Yours, etc."

Thus ended this strange love-affair.

I discovered that in Holland there was nothing for me to do, inasmuch as the main desire of the Dutch Jews is to make money, and they manifest no particular liking for the sciences. Besides, in consequence of not knowing the Dutch language, I was unable to give instructions in any science. I determined therefore to return to Berlin by Hamburg, but found an opportunity of travelling to Hanover by land. In Hanover I went to a wealthy Jew,—a man who does not deserve even to enjoy his riches,—showed him my letter of introduction from Mendelssohn, and represented to him the urgency of my present circumstances. He read Mendelssohn's letter carefully through, called for pen and ink, and, without speaking a word to me, wrote at the foot:—"I also hereby certify that what Herr Mendelssohn writes in praise of Herr Solomon is perfectly correct." And with this he dismissed me.


[CHAPTER XXVI.]

I return to Hamburg—A Lutheran Pastor pronounces me to be a scabby Sheep, and unworthy of Admission into the Christian Fold—I enter the Gymnasium, and frighten the Chief Rabbi out of his Wits.

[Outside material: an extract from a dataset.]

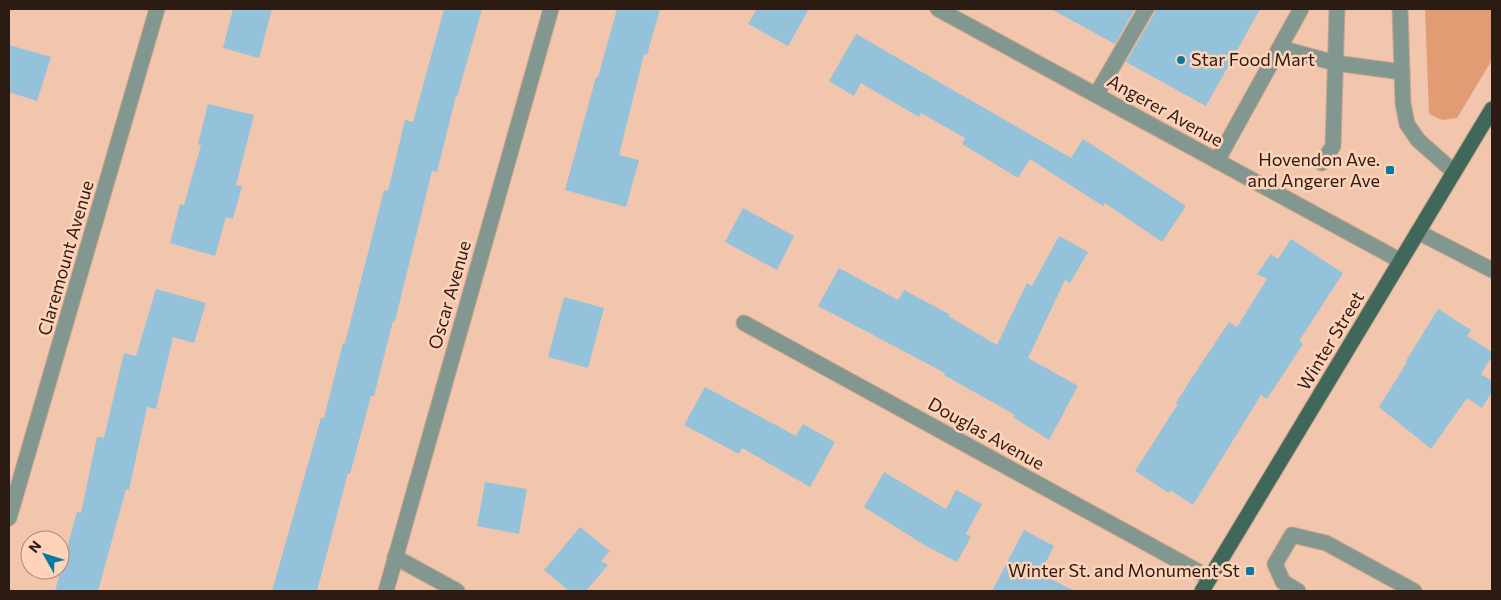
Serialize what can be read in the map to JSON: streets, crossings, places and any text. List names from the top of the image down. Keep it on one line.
{"streets":{"main road":["Winter Street"],"street":["Angerer Avenue","Claremount Avenue","Oscar Avenue","Douglas Avenue"]},"crossings":[["Angerer Avenue","Winter Street"],["Winter Street","Douglas Avenue"]],"places":{"other":["Star Food Mart"],"transit":["Hovendon Ave. and Angerer Ave","Winter St. and Monument St"]},"north":"top left"}
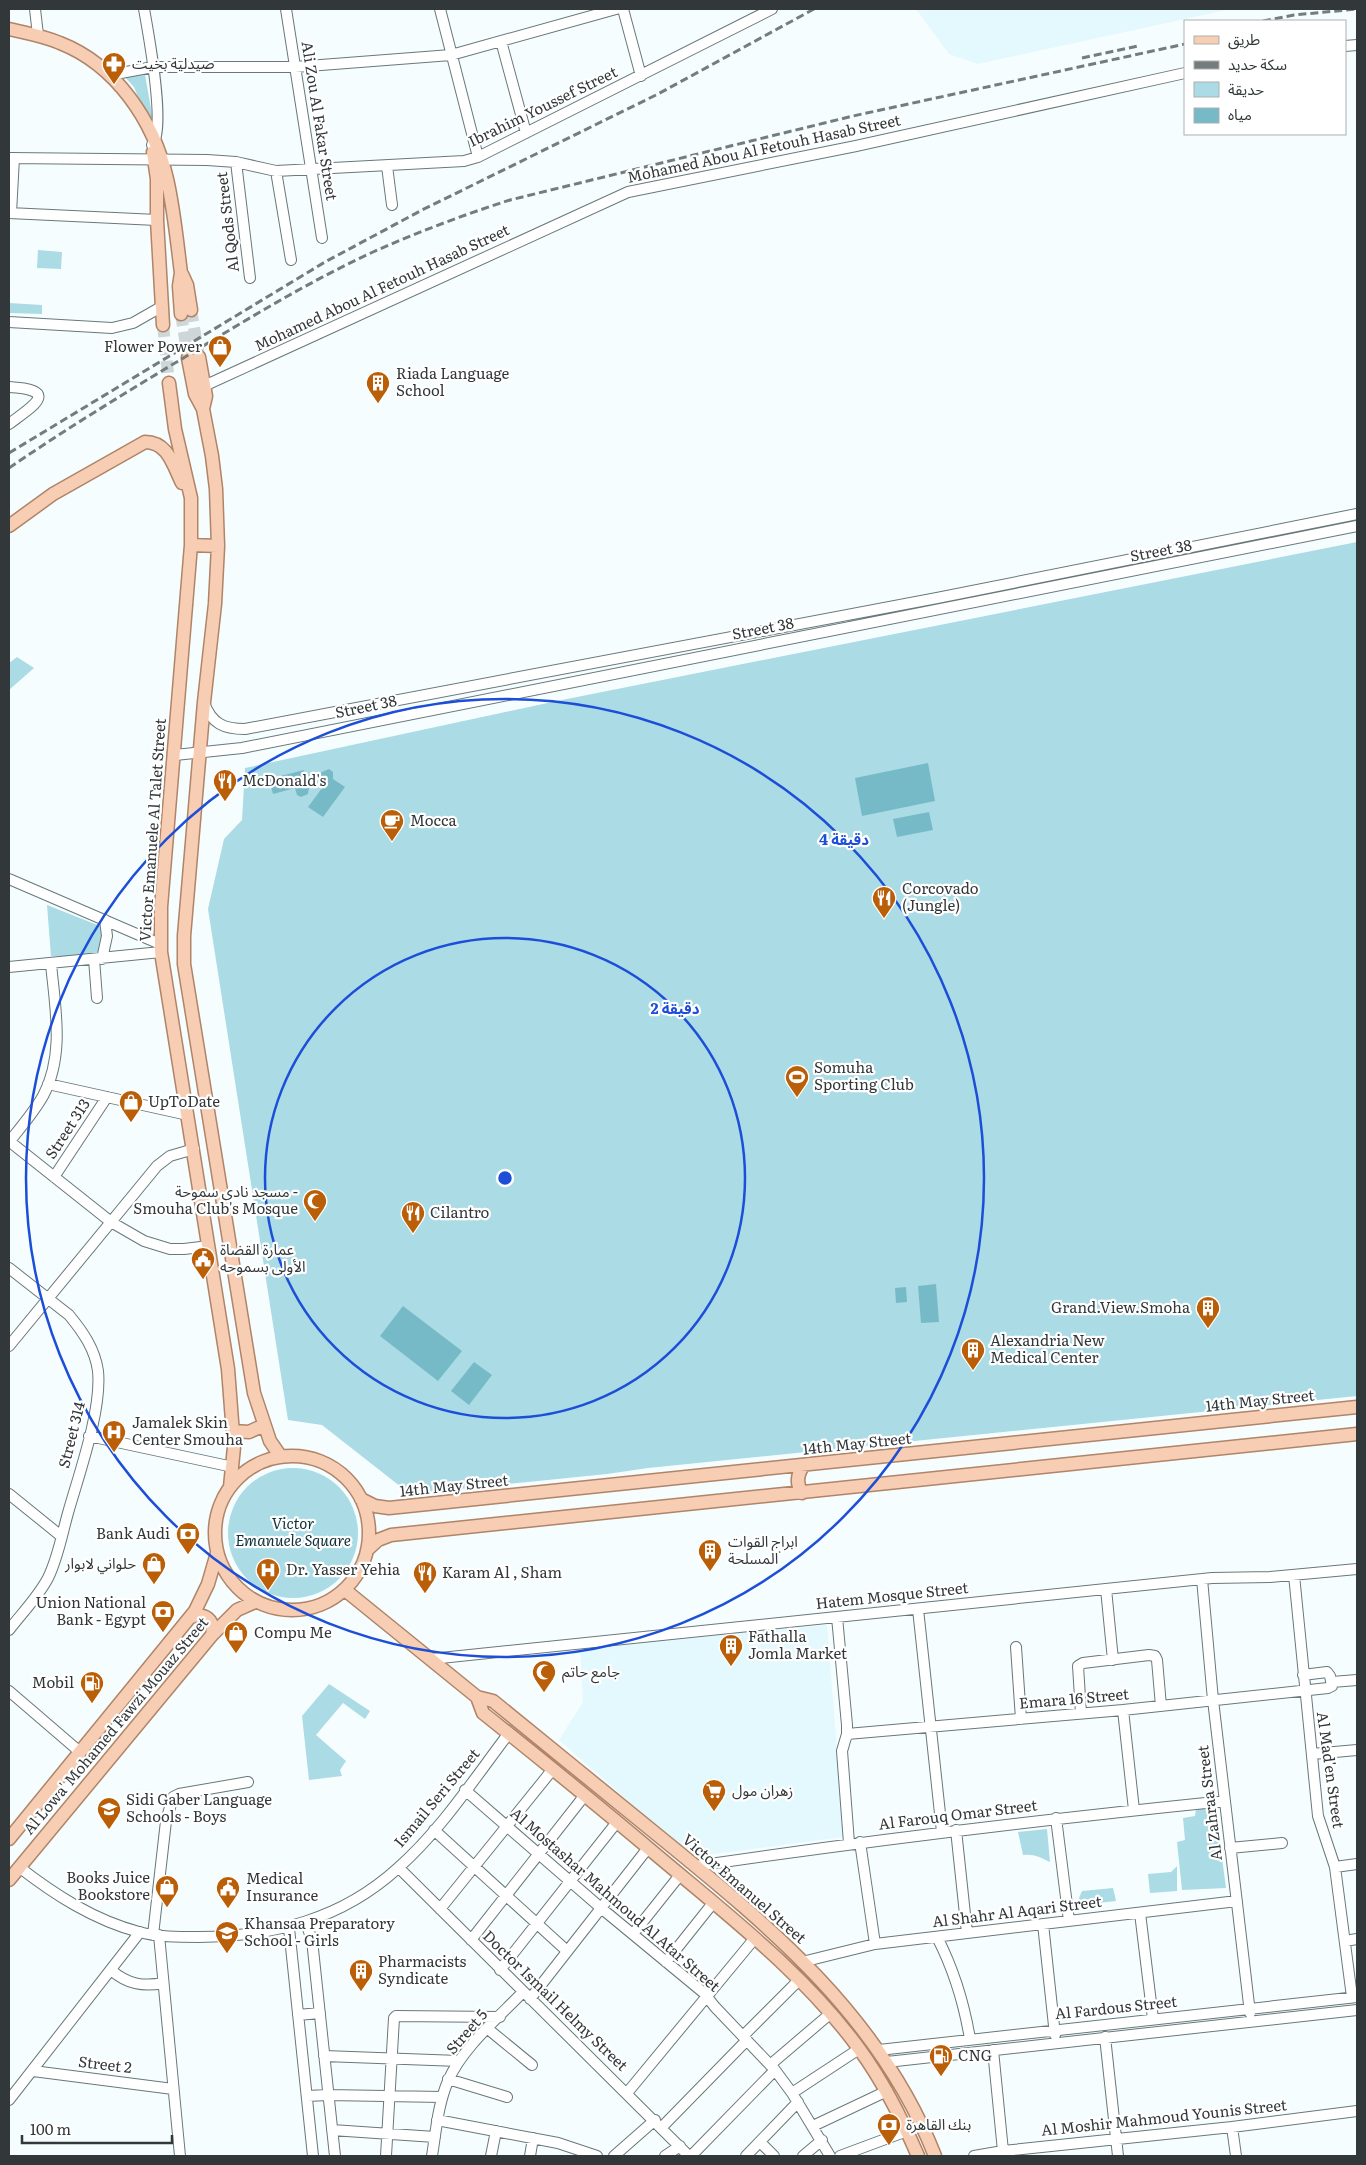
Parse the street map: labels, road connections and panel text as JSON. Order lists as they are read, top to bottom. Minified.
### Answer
{"streets":{"main road":["Victor Emanuele Al Talet Street","14th May Street","Al Lowa' Mohamed Fawzi Mouaz Street","Victor Emanuel Street"],"street":["Ibrahim Youssef Street","Ali Zou Al Fakar Street","Mohamed Abou Al Fetouh Hasab Street","Al Qods Street","Street 38","Street 313","Street 314","Hatem Mosque Street","Emara 16 Street","Al Mad'en Street","Ismail Seri Street","Al Zahraa Street","Al Farouq Omar Street","Al Mostashar Mahmoud Al Atar Street","Al Shahr Al Aqari Street","Doctor Ismail Helmy Street","Al Fardous Street","Street 5","Street 2","Al Moshir Mahmoud Younis Street"]},"crossings":[["Ibrahim Youssef Street","Ali Zou Al Fakar Street"],["Ibrahim Youssef Street","Al Qods Street"],["Street 38","Victor Emanuele Al Talet Street"],["Victor Emanuele Al Talet Street","14th May Street"],["Victor Emanuele Al Talet Street","Al Lowa' Mohamed Fawzi Mouaz Street"],["Victor Emanuele Al Talet Street","Victor Emanuel Street"],["14th May Street","Al Lowa' Mohamed Fawzi Mouaz Street"],["14th May Street","Victor Emanuel Street"],["Hatem Mosque Street","Al Mad'en Street"],["Hatem Mosque Street","Al Zahraa Street"],["Hatem Mosque Street","Victor Emanuel Street"],["Emara 16 Street","Al Mad'en Street"],["Emara 16 Street","Al Zahraa Street"],["Al Lowa' Mohamed Fawzi Mouaz Street","Ismail Seri Street"],["Al Lowa' Mohamed Fawzi Mouaz Street","Victor Emanuel Street"],["Al Mad'en Street","Al Fardous Street"],["Ismail Seri Street","Victor Emanuel Street"],["Ismail Seri Street","Al Mostashar Mahmoud Al Atar Street"],["Ismail Seri Street","Doctor Ismail Helmy Street"],["Al Zahraa Street","Al Farouq Omar Street"],["Al Zahraa Street","Al Shahr Al Aqari Street"],["Al Zahraa Street","Al Fardous Street"],["Al Farouq Omar Street","Victor Emanuel Street"],["Victor Emanuel Street","Al Shahr Al Aqari Street"],["Victor Emanuel Street","Al Fardous Street"],["Victor Emanuel Street","Street 5"],["Al Mostashar Mahmoud Al Atar Street","Street 5"],["Doctor Ismail Helmy Street","Street 5"]],"parks":["Victor Emanuele Square"],"places":{"pharmacy":["صيدلية بخيت"],"shop":["Flower Power","UpToDate","حلواني لابوار","Compu Me","Books Juice Bookstore"],"building":["Riada Language School","Grand.View.Smoha","Alexandria New Medical Center","ابراج القوات المسلحة","Fathalla Jomla Market","Pharmacists Syndicate"],"restaurant":["McDonald's","Corcovado (Jungle)","Cilantro","Karam Al , Sham"],"cafe":["Mocca"],"sports":["Somuha Sporting Club"],"mosque":["مسجد نادى سموحة - Smouha Club's Mosque","جامع حاتم"],"public building":["عمارة القضاة الأولى بسموحه","Medical Insurance"],"hospital":["Jamalek Skin Center Smouha","Dr. Yasser Yehia"],"bank":["Bank Audi","Union National Bank - Egypt","بنك القاهرة"],"fuel station":["Mobil","CNG"],"supermarket":["زهران مول"],"school or university":["Sidi Gaber Language Schools - Boys","Khansaa Preparatory School - Girls"]},"legend":["طريق","سكة حديد","حديقة","مياه"],"scale_bar":"100 m","rings":["4 دقيقة","2 دقيقة"]}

I made a prosperous journey back to Hamburg, but here I fell into circumstances of the deepest distress. I lodged in a miserable house, had nothing to eat, and did not know what to do. I had received too much education to return to Poland, to spend my life in misery without rational occupation or society, and to sink back into the darkness of superstition and ignorance, from which I had hardly delivered myself with so much labour. On the other hand, to succeed in Germany was a result on which I could not calculate, owing to my ignorance of the language, as well as of the manners and customs of the people, to which I had never yet been able to adapt myself properly. I had learnt no particular profession, I had not distinguished myself in any special science, I was not even master of any language in which I could make myself perfectly intelligible. It occurred to me, therefore, that for me there was no alternative left, but to embrace the Christian religion, and get myself baptised in Hamburg. Accordingly I resolved to go to the first clergyman I should come upon, and inform him of my resolution, as well as of my motives for it, without any hypocrisy, in a truthful and honest fashion. But as I could not express myself well orally, I put my thoughts into writing in German with Hebrew characters, went to a schoolmaster, and got him to copy it in German characters. The purport of my letter was in brief as follows:—

"I am a native of Poland, belonging to the Jewish nation, destined by my education and studies to be a rabbi; but in the thickest darkness I have perceived some light. This induced me to search further after light and truth, and to free myself completely from the darkness of superstition and ignorance. In order to this end, which could not be attained in my native place, I came to Berlin, where by the support of some enlightened men of our nation I studied for some years—not indeed after any plan, but merely to satisfy my thirst for knowledge. But as our nation is unable to use, not only such planless studies, but even those conducted on the most perfect plan, it cannot be blamed for becoming tired of them, and pronouncing their encouragement to be useless. I have therefore resolved, in order to secure temporal as well as eternal happiness, which depends on the attainment of perfection, and in order to become useful to myself as well as others, to embrace the Christian religion. The Jewish religion, it is true, comes, in its articles of faith, nearer to reason than Christianity. But in practical use the latter has an advantage over the former; and since morality, which consists not in opinions but in actions, is the aim of all religion in general, clearly the latter comes nearer than the former to this aim. Moreover, I hold the mysteries of the Christian religion for that which they are, that is, allegorical representations of the truths that are most important for man. By this means I make my faith in them harmonise with reason, but I cannot believe them according to their common meaning. I beg therefore most respectfully an answer to the question, whether after this confession I am worthy of the Christian religion or not. In the former case I am ready to carry my proposal into effect; but in the latter, I must give up all claim to a religion which enjoins me to lie, that is, to deliver a confession of faith which contradicts my reason."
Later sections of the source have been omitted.